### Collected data
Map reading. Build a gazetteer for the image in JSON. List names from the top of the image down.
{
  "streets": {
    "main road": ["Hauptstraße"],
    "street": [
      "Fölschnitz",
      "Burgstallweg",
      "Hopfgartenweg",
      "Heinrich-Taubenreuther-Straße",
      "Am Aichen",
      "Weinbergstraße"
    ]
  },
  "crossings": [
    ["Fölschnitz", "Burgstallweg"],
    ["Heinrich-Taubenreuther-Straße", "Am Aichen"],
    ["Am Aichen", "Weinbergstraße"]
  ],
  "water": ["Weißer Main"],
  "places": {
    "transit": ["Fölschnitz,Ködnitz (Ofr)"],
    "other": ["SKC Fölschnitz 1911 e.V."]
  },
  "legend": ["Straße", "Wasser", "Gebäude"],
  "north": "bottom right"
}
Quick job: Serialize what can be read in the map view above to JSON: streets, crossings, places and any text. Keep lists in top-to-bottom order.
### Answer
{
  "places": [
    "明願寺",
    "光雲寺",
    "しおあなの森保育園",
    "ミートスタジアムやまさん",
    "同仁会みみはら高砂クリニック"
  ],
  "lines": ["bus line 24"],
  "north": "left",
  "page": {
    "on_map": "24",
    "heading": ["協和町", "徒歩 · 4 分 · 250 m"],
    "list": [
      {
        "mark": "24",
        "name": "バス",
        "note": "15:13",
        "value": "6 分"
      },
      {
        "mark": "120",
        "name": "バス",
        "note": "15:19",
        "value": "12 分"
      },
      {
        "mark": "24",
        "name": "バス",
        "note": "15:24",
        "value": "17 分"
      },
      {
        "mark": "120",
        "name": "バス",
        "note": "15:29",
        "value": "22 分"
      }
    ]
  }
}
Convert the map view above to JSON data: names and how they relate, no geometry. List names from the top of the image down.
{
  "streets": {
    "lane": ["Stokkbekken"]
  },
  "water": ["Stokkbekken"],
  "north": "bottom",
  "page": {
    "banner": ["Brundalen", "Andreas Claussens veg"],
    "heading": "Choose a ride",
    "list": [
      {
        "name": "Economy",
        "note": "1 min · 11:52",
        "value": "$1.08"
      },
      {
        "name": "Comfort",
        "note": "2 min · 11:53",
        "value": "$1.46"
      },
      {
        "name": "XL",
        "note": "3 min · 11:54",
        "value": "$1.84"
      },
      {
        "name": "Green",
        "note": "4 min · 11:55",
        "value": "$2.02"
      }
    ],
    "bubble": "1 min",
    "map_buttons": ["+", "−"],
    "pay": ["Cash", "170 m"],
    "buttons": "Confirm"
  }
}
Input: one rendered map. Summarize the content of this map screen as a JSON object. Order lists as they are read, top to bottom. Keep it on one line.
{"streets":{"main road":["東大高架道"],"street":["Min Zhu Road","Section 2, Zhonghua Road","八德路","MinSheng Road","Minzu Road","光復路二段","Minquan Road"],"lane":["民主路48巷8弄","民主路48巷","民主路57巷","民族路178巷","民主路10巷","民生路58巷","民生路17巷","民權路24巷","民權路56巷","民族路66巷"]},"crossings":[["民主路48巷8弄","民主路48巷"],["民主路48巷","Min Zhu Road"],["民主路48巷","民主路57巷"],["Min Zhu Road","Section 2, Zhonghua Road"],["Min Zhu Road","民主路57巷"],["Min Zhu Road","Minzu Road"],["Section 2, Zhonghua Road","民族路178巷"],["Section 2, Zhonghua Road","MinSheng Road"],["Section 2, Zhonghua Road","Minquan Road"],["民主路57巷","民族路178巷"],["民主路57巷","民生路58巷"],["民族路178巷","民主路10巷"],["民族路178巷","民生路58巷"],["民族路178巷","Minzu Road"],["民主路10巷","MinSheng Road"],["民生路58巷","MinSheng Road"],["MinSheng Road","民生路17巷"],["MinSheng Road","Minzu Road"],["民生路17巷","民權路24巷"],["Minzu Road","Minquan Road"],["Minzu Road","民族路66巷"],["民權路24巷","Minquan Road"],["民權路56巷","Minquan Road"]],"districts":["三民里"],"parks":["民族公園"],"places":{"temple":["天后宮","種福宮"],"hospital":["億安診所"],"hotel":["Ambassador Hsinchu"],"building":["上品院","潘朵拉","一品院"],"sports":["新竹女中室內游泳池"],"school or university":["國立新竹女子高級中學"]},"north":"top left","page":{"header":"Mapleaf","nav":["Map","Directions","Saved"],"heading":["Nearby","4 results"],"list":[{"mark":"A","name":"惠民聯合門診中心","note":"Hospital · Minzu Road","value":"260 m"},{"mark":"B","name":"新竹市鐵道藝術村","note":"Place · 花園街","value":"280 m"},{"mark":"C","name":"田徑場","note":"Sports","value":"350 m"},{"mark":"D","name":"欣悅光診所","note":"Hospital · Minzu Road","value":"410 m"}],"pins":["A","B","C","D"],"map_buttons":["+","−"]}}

### What you have to do
Could you output every record above exactly as written?

### Finished exercise
Map reading. Build a gazetteer for the image in JSON. List names from the top of the image down.
{
  "streets": {
    "main road": ["Hauptstraße"],
    "street": [
      "Fölschnitz",
      "Burgstallweg",
      "Hopfgartenweg",
      "Heinrich-Taubenreuther-Straße",
      "Am Aichen",
      "Weinbergstraße"
    ]
  },
  "crossings": [
    ["Fölschnitz", "Burgstallweg"],
    ["Heinrich-Taubenreuther-Straße", "Am Aichen"],
    ["Am Aichen", "Weinbergstraße"]
  ],
  "water": ["Weißer Main"],
  "places": {
    "transit": ["Fölschnitz,Ködnitz (Ofr)"],
    "other": ["SKC Fölschnitz 1911 e.V."]
  },
  "legend": ["Straße", "Wasser", "Gebäude"],
  "north": "bottom right"
}
Quick job: Serialize what can be read in the map view above to JSON: streets, crossings, places and any text. Keep lists in top-to-bottom order.
### Answer
{
  "places": [
    "明願寺",
    "光雲寺",
    "しおあなの森保育園",
    "ミートスタジアムやまさん",
    "同仁会みみはら高砂クリニック"
  ],
  "lines": ["bus line 24"],
  "north": "left",
  "page": {
    "on_map": "24",
    "heading": ["協和町", "徒歩 · 4 分 · 250 m"],
    "list": [
      {
        "mark": "24",
        "name": "バス",
        "note": "15:13",
        "value": "6 分"
      },
      {
        "mark": "120",
        "name": "バス",
        "note": "15:19",
        "value": "12 分"
      },
      {
        "mark": "24",
        "name": "バス",
        "note": "15:24",
        "value": "17 分"
      },
      {
        "mark": "120",
        "name": "バス",
        "note": "15:29",
        "value": "22 分"
      }
    ]
  }
}
Convert the map view above to JSON data: names and how they relate, no geometry. List names from the top of the image down.
{
  "streets": {
    "lane": ["Stokkbekken"]
  },
  "water": ["Stokkbekken"],
  "north": "bottom",
  "page": {
    "banner": ["Brundalen", "Andreas Claussens veg"],
    "heading": "Choose a ride",
    "list": [
      {
        "name": "Economy",
        "note": "1 min · 11:52",
        "value": "$1.08"
      },
      {
        "name": "Comfort",
        "note": "2 min · 11:53",
        "value": "$1.46"
      },
      {
        "name": "XL",
        "note": "3 min · 11:54",
        "value": "$1.84"
      },
      {
        "name": "Green",
        "note": "4 min · 11:55",
        "value": "$2.02"
      }
    ],
    "bubble": "1 min",
    "map_buttons": ["+", "−"],
    "pay": ["Cash", "170 m"],
    "buttons": "Confirm"
  }
}
Input: one rendered map. Summarize the content of this map screen as a JSON object. Order lists as they are read, top to bottom. Keep it on one line.
{"streets":{"main road":["東大高架道"],"street":["Min Zhu Road","Section 2, Zhonghua Road","八德路","MinSheng Road","Minzu Road","光復路二段","Minquan Road"],"lane":["民主路48巷8弄","民主路48巷","民主路57巷","民族路178巷","民主路10巷","民生路58巷","民生路17巷","民權路24巷","民權路56巷","民族路66巷"]},"crossings":[["民主路48巷8弄","民主路48巷"],["民主路48巷","Min Zhu Road"],["民主路48巷","民主路57巷"],["Min Zhu Road","Section 2, Zhonghua Road"],["Min Zhu Road","民主路57巷"],["Min Zhu Road","Minzu Road"],["Section 2, Zhonghua Road","民族路178巷"],["Section 2, Zhonghua Road","MinSheng Road"],["Section 2, Zhonghua Road","Minquan Road"],["民主路57巷","民族路178巷"],["民主路57巷","民生路58巷"],["民族路178巷","民主路10巷"],["民族路178巷","民生路58巷"],["民族路178巷","Minzu Road"],["民主路10巷","MinSheng Road"],["民生路58巷","MinSheng Road"],["MinSheng Road","民生路17巷"],["MinSheng Road","Minzu Road"],["民生路17巷","民權路24巷"],["Minzu Road","Minquan Road"],["Minzu Road","民族路66巷"],["民權路24巷","Minquan Road"],["民權路56巷","Minquan Road"]],"districts":["三民里"],"parks":["民族公園"],"places":{"temple":["天后宮","種福宮"],"hospital":["億安診所"],"hotel":["Ambassador Hsinchu"],"building":["上品院","潘朵拉","一品院"],"sports":["新竹女中室內游泳池"],"school or university":["國立新竹女子高級中學"]},"north":"top left","page":{"header":"Mapleaf","nav":["Map","Directions","Saved"],"heading":["Nearby","4 results"],"list":[{"mark":"A","name":"惠民聯合門診中心","note":"Hospital · Minzu Road","value":"260 m"},{"mark":"B","name":"新竹市鐵道藝術村","note":"Place · 花園街","value":"280 m"},{"mark":"C","name":"田徑場","note":"Sports","value":"350 m"},{"mark":"D","name":"欣悅光診所","note":"Hospital · Minzu Road","value":"410 m"}],"pins":["A","B","C","D"],"map_buttons":["+","−"]}}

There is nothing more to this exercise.